Gli appuntamenti dal mattino alla sera
Il primo orario da segnare è quello delle 11, quando nella Sala Centro Servizi Museali la naturopata Maria Nives Granzotti e l’illustratrice Anita Frison presenteranno il nuovo percorso del Museo Carnico dedicato alle erbe. L’incontro, introdotto da Aurelia Bubisutti, ha per titolo “Storie di erbe: un cammino tra magia, miti, focolare e credenze”.
Alle 14 il festival si sposta all’esterno con una visita guidata realizzata insieme all’Associazione della Carnia Amici dei Musei e dell’Arte. L’itinerario attraverserà Tolmezzo seguendo la roggia e toccando dimore, chiese e nomi di luogo che aiutano a leggere l’evoluzione della città dal medioevo ai tempi più recenti.
La chiusura della giornata è fissata alle 21.45 in piazza XX Settembre, dove andrà in scena “Quelle dei 70: Voci italiane femminili nel lungo decennio”. Lo spettacolo proporrà un omaggio alle interpreti italiane tra la fine degli anni Sessanta e l’inizio degli Ottanta, con Valerio Marchi ai testi e alla narrazione, Letizia Felluga alla voce e agli arrangiamenti, Alessandro Scolz alle tastiere e agli arrangiamenti.
Il centro di Tolmezzo come spazio del festival
Uno degli aspetti più interessanti del programma è la capacità di distribuire gli eventi in luoghi diversi della città. Il museo resta un punto di riferimento importante per gli incontri del mattino e del pomeriggio, mentre il centro storico diventa parte attiva della proposta grazie alla visita urbana delle 14.

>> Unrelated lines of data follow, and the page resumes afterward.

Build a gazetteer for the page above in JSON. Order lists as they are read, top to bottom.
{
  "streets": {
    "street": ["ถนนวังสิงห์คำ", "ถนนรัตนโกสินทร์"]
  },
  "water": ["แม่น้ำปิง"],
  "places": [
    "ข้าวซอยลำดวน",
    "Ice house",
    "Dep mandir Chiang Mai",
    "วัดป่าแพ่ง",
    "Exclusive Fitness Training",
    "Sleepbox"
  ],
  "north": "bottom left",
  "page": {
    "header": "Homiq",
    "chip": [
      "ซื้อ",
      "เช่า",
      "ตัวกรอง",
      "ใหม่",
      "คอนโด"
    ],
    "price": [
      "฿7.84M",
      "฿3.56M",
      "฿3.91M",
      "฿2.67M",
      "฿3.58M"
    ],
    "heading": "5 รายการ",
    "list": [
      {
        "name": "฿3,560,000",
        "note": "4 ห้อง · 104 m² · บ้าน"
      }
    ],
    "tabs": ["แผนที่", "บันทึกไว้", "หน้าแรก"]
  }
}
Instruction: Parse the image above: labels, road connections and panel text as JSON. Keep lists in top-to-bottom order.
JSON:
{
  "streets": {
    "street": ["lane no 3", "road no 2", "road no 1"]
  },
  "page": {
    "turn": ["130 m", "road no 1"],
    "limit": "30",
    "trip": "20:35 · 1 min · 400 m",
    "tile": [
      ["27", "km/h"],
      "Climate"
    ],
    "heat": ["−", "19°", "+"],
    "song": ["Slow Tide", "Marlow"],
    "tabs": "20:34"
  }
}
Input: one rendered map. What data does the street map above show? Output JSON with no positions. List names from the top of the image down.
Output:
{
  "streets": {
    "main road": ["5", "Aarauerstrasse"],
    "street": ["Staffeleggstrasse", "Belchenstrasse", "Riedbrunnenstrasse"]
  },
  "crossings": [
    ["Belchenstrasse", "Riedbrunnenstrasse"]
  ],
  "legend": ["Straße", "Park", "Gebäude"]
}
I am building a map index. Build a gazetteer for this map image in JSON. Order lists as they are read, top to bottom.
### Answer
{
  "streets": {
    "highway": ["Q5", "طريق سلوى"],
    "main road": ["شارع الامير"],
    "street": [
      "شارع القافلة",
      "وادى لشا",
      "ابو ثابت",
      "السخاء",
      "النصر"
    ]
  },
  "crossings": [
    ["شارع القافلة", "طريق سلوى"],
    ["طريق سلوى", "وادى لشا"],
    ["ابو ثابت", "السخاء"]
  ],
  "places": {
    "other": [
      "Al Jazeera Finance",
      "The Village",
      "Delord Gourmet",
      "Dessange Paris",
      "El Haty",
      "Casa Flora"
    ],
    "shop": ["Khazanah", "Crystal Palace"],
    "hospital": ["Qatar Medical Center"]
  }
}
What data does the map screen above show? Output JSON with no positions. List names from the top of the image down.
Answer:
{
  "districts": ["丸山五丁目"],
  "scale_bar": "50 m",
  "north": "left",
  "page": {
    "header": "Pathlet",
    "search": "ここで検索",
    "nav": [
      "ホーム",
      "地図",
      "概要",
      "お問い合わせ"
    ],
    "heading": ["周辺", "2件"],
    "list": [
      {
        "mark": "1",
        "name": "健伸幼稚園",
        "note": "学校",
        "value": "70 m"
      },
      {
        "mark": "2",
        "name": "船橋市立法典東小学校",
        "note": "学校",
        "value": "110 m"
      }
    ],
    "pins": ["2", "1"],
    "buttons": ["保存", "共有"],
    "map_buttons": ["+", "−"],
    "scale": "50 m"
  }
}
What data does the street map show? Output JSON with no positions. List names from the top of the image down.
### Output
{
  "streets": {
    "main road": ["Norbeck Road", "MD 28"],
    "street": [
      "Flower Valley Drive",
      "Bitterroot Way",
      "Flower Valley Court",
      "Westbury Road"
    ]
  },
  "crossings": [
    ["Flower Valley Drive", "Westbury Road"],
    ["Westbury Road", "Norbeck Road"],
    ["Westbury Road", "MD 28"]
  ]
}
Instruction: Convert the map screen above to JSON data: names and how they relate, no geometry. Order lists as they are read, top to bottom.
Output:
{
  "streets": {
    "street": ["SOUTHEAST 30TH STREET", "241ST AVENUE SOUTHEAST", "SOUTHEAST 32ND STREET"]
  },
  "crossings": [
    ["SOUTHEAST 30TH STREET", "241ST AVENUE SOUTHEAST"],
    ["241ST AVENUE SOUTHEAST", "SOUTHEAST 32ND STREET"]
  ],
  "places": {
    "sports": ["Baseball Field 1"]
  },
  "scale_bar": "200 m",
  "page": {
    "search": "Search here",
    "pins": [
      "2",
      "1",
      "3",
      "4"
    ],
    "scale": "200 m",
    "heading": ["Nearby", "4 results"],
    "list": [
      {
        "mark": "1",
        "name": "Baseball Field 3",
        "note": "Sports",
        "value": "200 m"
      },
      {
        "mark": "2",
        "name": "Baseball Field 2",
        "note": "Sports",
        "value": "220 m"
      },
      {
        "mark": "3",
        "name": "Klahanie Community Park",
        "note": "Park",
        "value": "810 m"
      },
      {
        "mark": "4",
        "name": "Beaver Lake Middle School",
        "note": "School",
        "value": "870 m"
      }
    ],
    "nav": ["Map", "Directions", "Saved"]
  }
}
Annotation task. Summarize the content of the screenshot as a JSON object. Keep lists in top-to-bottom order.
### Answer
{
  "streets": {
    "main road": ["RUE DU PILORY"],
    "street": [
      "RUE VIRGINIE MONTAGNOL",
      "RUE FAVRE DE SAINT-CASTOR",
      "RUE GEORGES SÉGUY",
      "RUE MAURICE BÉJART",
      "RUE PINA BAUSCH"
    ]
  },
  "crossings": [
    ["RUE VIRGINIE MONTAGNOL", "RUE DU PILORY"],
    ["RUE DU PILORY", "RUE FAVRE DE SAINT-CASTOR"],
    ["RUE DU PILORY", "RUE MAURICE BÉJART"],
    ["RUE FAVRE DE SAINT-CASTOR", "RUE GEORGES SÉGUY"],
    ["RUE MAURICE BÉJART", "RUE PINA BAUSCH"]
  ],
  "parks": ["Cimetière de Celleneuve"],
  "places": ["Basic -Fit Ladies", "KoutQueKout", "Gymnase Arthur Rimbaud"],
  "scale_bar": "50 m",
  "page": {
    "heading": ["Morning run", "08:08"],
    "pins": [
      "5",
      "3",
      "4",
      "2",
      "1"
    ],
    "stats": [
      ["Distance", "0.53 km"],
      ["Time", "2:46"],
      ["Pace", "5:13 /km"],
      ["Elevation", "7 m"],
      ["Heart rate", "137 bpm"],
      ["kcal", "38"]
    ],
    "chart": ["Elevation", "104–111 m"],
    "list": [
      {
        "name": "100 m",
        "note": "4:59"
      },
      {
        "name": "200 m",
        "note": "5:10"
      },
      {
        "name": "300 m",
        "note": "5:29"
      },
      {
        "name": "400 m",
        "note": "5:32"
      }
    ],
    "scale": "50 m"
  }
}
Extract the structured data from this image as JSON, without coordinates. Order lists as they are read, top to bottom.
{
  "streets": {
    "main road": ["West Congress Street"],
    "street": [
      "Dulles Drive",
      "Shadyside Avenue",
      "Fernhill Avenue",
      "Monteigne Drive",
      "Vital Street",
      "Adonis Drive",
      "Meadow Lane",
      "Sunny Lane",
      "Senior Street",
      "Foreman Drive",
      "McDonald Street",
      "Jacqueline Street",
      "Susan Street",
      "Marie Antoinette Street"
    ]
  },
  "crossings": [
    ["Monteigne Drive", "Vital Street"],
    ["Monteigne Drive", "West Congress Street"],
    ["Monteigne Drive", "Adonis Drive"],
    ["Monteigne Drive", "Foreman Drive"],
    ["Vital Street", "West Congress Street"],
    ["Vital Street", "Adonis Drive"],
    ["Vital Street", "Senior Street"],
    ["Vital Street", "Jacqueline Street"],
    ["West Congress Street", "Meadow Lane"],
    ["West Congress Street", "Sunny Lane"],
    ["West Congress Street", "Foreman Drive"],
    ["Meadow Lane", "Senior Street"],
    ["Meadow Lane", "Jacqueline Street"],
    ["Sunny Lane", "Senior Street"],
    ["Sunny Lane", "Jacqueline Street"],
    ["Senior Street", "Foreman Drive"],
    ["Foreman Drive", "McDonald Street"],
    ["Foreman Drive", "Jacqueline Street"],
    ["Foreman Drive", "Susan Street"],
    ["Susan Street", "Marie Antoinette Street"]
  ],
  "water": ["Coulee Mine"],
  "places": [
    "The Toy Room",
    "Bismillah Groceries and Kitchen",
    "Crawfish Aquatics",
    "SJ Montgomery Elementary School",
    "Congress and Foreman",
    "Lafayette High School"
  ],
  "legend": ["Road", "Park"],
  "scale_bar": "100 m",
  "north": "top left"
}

La sera, poi, il baricentro si sposta in piazza XX Settembre, dove la rassegna assume una dimensione più aperta e condivisa. Il concerto finale allarga infatti il pubblico potenziale e offre anche a chi non segue l’intero percorso della giornata un’occasione per entrare nel clima della manifestazione.
Accanto agli appuntamenti culturali continuano inoltre le degustazioni negli stand allestiti in piazza. Sono previsti i piatti del Circolo dei Sardi, con lo chef Daniele Cortiula, e quelli della Cucina di Carnia guidata da Checo de Franceschi.
Nel complesso, il 13 giugno si presenta come una giornata costruita con un ritmo chiaro: apertura al museo, passaggio tra le vie cittadine, ritorno agli spazi culturali e finale in piazza. Una formula che a Tolmezzo prova a tenere assieme lettura, identità locale e vita pubblica, dando a Vie dei Libri un profilo fortemente legato al territorio friulano.